Transmission expansion costs are spread unevenly, driving a wedge between utilities and regions.
Bruce W. Radford is publisher of Public Utilities Fortnightly.
Back in June, the Bismarck Tribune ran an interview with North Dakota Public Service Commissioner Tony Clark that showed just how difficult it is to build national consensus for renewable energy.
The interview dealt with the massive transmission expansion now underway to accommodate wind project development in the Dakotas, Iowa, and Minnesota, and the ensuing threats from Otter Tail Power and Montana-Dakota Utilities (MDU) to cancel their memberships as part of MISO (the Midwest Independent Transmission System Operator) unless MISO somehow can modify its scheme for funding the enormously expensive wind-driven grid upgrades so Otter Tail, MDU and their ratepayers won’t have to pay a huge share of the cost, as is the case now under the current MISO tariff. (See, “N.D. Regulators Seek Rule Change on Wind Power Costs,” by Dale Wetzel, AP writer, Bismarck Tribune, June 4, 2009, State-and-Regional News Section.)
“What I would tell wind developers is, ‘You’d better solve this,’” Clark was quoted.
“If you don’t,” he added, “the political support, which in North Dakota has been almost unanimous for wind, will evaporate.”
Commissioner Clark was speaking about the MISO tariff regime known as RECB (regional expansion criteria and benefits, pronounced wreck-be), which dictates how MISO allocates costs for transmission system network upgrades (net-ups) for project developers who join the MISO queue to obtain an interconnection agreement (IA) to link new power plants with the regional grid. Since 2006, some 70 percent of all new power plant development projects in MISO are slated for sites in the Dakotas, Iowa or Minnesota. Most of these projects are wind-driven.
Clark continued, arguing that gen project developers should pay for all the new transmission—not Otter Tail or MDU, which don’t need the new projects to serve their modest loads, or even to meet state guidelines for renewable energy portfolios:
“People in North Dakota will really, I think, rebel against wind power,” Clark added. “They will see this power that’s going for export and all they see is their rates going up to subsidize power going to Chicago.”
No Good Solution
As of this summer, the new gen projects slated for Otter Tail’s service territory exceeded the utility’s peak load (745 MW) by a ratio of nearly 13 to one. For MDU, the ratio was almost five to one. And though past experience has shown that more than three-quarters of queue projects tend to drop out—usually before the system impact study (now referred to in MISO as the SPA stage (system planning and analysis)—MISO planners reported this summer that at least 1,700 MW of the 12,150 MW of new projects slated for the Otter Tail and MDU service territories had reached the stage where zero dropouts are expected.

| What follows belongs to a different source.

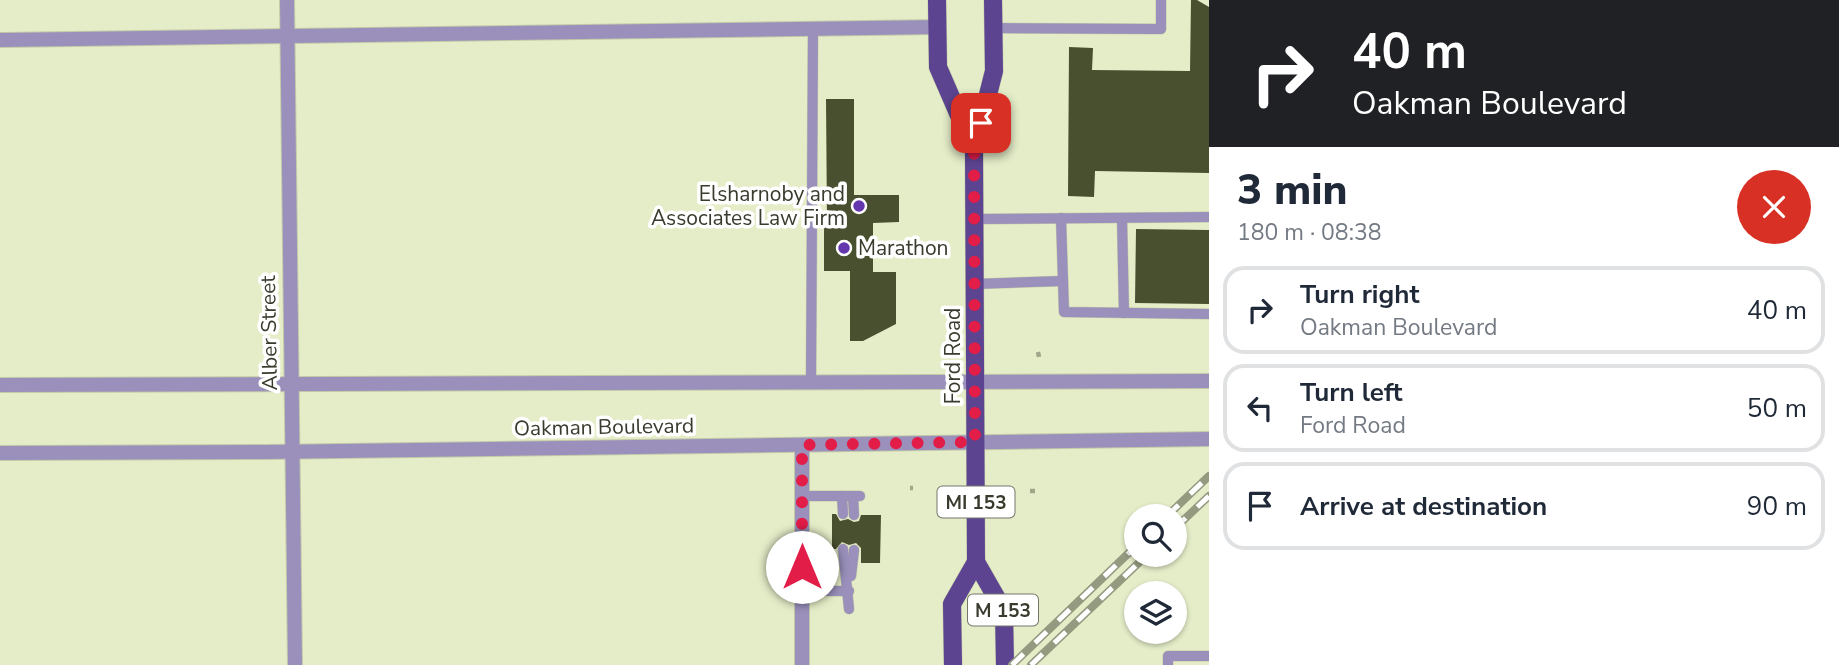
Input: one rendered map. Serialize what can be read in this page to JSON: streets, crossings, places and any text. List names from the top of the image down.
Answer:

Moreover, since these wind projects largely would serve in distant locales, Otter Tail and MDU ratepayers would see very few benefits from their grid investments. MISO’s license-plate scheme for transmission pricing allows only the utility transmission owner (TO) that serves the remote consumption zone, where the power “sinks,” to collect payments for the grid upgrades—not the utility that hosts the wind projects. Thus, Otter Tail and MDU would not recoup their grid investments through the transmission portion of retail rates; at least not if they remain members of MISO.
Late last year, Otter Tail and MDU gave notice of their intent to withdraw as members of the MISO regional transmission organization (RTO). That put a fire under MISO management to explore alternative cost-allocation methods, to save the ISO as an institution.
Of course, if Otter Tail and MDU were to follow through on their threats, they would need to comply with FERC Order 2003, governing generator interconnections for non-RTO members, which requires the host transmission owner to reimburse project developers for all (!) net-up costs, but which allows TOs to offer credits against their own utility transmission service rates in manner of payment.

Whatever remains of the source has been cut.